■ TASK REQUIREMENTS ■
The response must consist of the complete listing below, reproduced without alteration.

■ DATA ■

= = = =

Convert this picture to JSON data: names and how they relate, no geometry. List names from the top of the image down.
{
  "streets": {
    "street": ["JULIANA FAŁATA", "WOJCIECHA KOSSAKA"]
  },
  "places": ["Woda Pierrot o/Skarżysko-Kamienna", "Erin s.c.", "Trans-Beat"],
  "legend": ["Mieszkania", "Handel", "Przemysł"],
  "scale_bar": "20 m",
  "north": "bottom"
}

= = = =

■ TASK ANSWER ■
Convert this picture to JSON data: names and how they relate, no geometry. List names from the top of the image down.
{
  "streets": {
    "street": ["JULIANA FAŁATA", "WOJCIECHA KOSSAKA"]
  },
  "places": ["Woda Pierrot o/Skarżysko-Kamienna", "Erin s.c.", "Trans-Beat"],
  "legend": ["Mieszkania", "Handel", "Przemysł"],
  "scale_bar": "20 m",
  "north": "bottom"
}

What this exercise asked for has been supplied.